Data: Begin

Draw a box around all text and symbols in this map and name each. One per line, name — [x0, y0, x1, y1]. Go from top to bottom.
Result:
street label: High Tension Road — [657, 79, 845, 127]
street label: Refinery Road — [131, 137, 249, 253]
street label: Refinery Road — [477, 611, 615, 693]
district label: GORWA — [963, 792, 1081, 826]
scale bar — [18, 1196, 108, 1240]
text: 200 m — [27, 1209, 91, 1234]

Data: End

What you should do
Reproduce every record, matching each line exactly.

Exercise answer
Draw a box around all text and symbols in this map and name each. One per line, name — [x0, y0, x1, y1]. Go from top to bottom.
Result:
street label: High Tension Road — [657, 79, 845, 127]
street label: Refinery Road — [131, 137, 249, 253]
street label: Refinery Road — [477, 611, 615, 693]
district label: GORWA — [963, 792, 1081, 826]
scale bar — [18, 1196, 108, 1240]
text: 200 m — [27, 1209, 91, 1234]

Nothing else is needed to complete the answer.